The allegations leveled include that the Government has undertaking online surveillance and even uploaded malware onto the devices of journalists, opposition party members, their families, and even the lawyers of those who are pursuing the Government through the Kazakh legal system.
The EFF have dubbed this campaign “Operation Manul” and they have pieced together a shocking array of evidence against the Kazakh government with the help of two separate cyber-security companies.
In particular, the targets seem to have been those linked with the website Kazaword, which has published various leaked documents it claimed demonstrate systemic government corruption. But the campaign, whilst undoubtedly malicious in intent, has apparently not always been the most professionally executed one.
EFF has traced much of the activity back to an Indian security company called Appin Security Group, and their conclusion is that the Kazakh regime has simply hired them in an effort to carry our surveillance on stated targets. They note that “a hired actor may also explain the generic and uninspired nature” of many of the attacks.
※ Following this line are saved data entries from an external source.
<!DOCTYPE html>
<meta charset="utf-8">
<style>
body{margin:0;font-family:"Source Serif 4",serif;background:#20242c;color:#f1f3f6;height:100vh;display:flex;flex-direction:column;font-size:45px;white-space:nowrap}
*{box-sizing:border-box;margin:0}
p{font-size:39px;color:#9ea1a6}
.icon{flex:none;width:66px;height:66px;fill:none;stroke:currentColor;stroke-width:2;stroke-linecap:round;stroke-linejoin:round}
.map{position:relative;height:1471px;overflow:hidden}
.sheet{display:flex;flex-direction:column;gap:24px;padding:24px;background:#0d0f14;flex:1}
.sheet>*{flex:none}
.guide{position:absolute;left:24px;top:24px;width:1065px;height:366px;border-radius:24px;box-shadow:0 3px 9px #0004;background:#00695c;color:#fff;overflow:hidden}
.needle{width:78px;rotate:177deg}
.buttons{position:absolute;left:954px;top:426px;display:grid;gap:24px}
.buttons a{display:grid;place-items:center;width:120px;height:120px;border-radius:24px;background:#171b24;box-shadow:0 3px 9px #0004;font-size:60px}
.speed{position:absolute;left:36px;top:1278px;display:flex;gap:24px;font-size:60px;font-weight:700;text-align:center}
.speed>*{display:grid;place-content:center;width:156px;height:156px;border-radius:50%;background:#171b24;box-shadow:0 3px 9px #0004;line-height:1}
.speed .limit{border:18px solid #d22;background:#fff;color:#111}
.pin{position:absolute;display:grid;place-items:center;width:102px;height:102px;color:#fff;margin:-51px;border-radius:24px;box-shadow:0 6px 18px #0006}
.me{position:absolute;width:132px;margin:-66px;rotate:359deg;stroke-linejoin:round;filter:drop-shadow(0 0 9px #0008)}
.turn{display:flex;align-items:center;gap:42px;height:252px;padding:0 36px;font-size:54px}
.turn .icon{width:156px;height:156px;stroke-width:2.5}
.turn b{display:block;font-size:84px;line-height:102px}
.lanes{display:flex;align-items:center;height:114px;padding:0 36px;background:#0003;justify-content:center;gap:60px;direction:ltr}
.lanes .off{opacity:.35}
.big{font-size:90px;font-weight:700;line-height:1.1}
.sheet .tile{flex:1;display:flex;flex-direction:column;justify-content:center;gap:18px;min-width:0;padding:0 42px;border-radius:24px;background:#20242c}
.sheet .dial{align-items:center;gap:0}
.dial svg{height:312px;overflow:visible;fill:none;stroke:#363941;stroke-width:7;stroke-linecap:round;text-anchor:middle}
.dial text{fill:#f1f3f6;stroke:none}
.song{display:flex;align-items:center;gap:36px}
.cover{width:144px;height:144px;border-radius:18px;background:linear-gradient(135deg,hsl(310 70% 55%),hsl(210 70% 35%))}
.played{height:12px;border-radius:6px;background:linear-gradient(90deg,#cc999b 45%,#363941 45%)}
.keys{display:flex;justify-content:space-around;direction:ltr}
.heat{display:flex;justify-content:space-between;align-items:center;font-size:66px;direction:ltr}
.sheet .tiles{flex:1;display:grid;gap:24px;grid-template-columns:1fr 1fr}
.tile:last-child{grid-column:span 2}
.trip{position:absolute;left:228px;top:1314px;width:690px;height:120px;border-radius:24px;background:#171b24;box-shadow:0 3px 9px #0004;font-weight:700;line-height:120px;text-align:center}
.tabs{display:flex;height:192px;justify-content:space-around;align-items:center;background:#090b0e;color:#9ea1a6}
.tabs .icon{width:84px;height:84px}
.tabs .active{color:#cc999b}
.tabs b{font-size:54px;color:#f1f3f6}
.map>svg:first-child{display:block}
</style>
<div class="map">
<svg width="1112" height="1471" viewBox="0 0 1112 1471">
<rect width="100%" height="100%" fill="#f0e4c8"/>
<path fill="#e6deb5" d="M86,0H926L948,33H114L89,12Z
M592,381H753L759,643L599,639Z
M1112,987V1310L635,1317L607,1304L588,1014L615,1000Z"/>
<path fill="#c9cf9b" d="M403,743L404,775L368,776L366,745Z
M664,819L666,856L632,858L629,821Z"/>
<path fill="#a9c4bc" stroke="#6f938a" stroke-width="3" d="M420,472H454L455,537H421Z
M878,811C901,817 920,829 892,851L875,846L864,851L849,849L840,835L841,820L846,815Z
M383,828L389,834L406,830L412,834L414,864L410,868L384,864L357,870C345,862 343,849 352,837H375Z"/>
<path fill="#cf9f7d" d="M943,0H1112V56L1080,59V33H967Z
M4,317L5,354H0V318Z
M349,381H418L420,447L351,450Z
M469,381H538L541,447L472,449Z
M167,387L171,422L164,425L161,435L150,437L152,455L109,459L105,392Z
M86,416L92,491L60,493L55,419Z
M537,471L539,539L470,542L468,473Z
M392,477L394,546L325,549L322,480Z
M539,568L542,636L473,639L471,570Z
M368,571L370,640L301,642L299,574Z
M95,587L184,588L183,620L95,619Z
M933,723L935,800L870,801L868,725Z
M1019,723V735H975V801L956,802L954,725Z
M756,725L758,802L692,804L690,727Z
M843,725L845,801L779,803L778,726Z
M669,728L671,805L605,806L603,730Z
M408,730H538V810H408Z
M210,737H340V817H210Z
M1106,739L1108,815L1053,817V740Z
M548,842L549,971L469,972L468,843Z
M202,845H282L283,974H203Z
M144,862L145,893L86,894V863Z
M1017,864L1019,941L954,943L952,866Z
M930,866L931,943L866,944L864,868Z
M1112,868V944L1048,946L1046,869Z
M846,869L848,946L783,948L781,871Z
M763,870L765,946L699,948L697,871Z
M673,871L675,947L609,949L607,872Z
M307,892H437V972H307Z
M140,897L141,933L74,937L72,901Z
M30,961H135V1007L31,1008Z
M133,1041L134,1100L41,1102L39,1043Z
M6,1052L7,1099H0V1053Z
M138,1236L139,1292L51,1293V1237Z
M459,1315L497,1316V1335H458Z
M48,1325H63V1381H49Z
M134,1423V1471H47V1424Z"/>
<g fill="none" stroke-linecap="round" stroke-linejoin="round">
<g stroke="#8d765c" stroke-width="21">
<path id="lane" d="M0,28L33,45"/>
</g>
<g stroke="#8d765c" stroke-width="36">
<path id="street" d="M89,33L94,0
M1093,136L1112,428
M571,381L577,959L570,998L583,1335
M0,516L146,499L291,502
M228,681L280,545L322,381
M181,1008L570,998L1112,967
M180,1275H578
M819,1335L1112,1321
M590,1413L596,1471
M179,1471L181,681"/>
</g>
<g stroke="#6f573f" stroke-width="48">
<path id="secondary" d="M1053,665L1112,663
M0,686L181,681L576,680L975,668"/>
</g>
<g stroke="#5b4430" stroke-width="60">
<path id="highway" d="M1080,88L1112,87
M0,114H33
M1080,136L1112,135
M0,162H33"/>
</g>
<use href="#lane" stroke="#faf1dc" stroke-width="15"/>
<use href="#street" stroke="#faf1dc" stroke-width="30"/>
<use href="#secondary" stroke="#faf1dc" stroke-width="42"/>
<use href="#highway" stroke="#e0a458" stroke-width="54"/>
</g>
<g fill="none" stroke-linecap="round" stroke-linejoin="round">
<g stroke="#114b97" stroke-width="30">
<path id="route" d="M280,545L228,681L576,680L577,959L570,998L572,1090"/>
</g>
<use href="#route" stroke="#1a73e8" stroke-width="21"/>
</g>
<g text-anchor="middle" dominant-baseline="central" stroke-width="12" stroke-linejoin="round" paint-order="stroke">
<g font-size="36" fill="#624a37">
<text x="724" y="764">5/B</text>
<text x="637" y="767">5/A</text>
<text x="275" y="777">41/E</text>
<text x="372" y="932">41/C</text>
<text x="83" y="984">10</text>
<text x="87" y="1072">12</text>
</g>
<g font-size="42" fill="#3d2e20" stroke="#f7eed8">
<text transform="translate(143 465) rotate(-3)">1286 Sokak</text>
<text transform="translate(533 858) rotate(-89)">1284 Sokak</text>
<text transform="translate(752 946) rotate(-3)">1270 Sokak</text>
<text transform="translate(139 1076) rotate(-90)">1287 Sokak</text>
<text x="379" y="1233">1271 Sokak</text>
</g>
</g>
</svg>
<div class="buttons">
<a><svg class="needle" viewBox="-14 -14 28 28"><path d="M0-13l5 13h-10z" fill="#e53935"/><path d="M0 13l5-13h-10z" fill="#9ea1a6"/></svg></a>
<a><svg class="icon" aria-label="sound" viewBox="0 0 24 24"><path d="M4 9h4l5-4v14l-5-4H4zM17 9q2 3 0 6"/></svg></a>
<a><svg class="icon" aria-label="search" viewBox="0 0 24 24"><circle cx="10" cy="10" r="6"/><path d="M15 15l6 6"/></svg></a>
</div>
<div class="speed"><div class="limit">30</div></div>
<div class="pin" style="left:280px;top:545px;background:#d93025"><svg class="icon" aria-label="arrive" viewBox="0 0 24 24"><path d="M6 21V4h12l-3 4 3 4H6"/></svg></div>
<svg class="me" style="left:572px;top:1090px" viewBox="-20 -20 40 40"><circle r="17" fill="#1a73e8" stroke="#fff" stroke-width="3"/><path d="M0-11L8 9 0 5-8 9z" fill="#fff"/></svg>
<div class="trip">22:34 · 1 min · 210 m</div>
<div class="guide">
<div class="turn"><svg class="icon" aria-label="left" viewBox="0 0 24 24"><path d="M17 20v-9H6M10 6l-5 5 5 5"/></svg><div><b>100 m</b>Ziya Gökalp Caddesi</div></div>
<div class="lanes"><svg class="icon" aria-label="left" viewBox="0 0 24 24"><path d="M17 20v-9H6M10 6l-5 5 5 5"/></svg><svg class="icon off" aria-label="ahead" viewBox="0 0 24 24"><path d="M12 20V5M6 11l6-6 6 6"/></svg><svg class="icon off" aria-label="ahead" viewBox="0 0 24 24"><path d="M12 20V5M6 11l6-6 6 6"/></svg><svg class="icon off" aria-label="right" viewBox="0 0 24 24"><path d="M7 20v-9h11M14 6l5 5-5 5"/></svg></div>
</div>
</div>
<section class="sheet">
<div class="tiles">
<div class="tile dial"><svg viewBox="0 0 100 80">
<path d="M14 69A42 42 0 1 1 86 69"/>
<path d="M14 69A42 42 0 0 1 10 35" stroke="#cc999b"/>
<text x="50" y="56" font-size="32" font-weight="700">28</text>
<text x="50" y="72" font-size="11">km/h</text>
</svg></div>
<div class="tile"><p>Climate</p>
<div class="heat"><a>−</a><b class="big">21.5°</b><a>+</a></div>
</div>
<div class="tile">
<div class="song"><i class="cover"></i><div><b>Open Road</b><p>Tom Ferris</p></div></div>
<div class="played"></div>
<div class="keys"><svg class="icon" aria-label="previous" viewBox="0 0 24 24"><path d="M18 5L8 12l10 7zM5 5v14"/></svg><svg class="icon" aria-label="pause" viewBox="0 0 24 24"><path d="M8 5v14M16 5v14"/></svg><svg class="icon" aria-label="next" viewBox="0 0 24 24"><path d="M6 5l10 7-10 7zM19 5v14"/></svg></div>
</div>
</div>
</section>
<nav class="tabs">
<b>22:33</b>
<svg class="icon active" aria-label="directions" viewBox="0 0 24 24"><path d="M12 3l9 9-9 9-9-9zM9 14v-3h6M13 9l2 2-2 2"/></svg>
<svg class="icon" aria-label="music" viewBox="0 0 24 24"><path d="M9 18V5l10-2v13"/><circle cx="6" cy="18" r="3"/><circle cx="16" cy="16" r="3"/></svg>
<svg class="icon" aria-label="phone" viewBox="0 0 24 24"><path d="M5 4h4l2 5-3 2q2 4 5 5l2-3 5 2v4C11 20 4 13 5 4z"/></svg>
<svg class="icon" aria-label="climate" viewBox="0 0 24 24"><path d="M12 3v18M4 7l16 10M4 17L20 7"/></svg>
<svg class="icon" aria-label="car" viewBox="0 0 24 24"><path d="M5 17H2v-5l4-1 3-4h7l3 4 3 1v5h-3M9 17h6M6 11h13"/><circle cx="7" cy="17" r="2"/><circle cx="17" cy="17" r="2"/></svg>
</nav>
They have also found links to a company called Arcanum Global Intelligence, which is based in Switzerland and which is also believed to have been contracted by the Kazakh regime.
For those familiar with Kazakhstan’s record on online freedom, these revelations will likely not be too much of a shock. They are on record as having attempted to establish a ‘Kazakh Great Firewall’ in the same vein as the Chinese one and have close links to the Chinese Communist regime on these matters.
From January of this year, the Kazakh regime has gone one step further, though. They now have a programme of online surveillance which encompasses the whole of the country. All citizens of Kazakhstan have been obliged to download a new “national security certificate” onto all computers, tablets, and smartphones.
This intercepts all online activity between Kazakh citizens and overseas servers and can even collect data on encrypted connections. Needless to say, this is a huge invasion of privacy and has had a massively negative impact on relations between Kazakhs and the outside world.
And as the report points out, and well as stymying the flow of information between Kazakhstan and other countries, it will also be hitting the country’s economy extremely hard too.
Widespread blocking on popular international sites and systemic government surveillance is a huge deterrent to outside investors thinking of doing business in a country. It also means companies have slow and unreliable internet connections, which in the modern age is also a big turn off.
But perhaps most crucially, it is also a massive security risk to companies too. Even if they were not concerned about all their corporate secrets falling into the hands of the Kazakh regime, they know that such collection is a lure to hackers too. Gathering all this data makes the Kazakh regime vulnerable to cyber-attacks and this is a risk many businesses just won’t take.
As for individual users, it does seem that the campaign is only targeted at those openly critical of the Kazakh regime for now. But the bulk collection of data on this scale is a huge invasion of privacy and will no doubt undermine freedom of speech and expression for Kazakhs, even within the confines of their own home.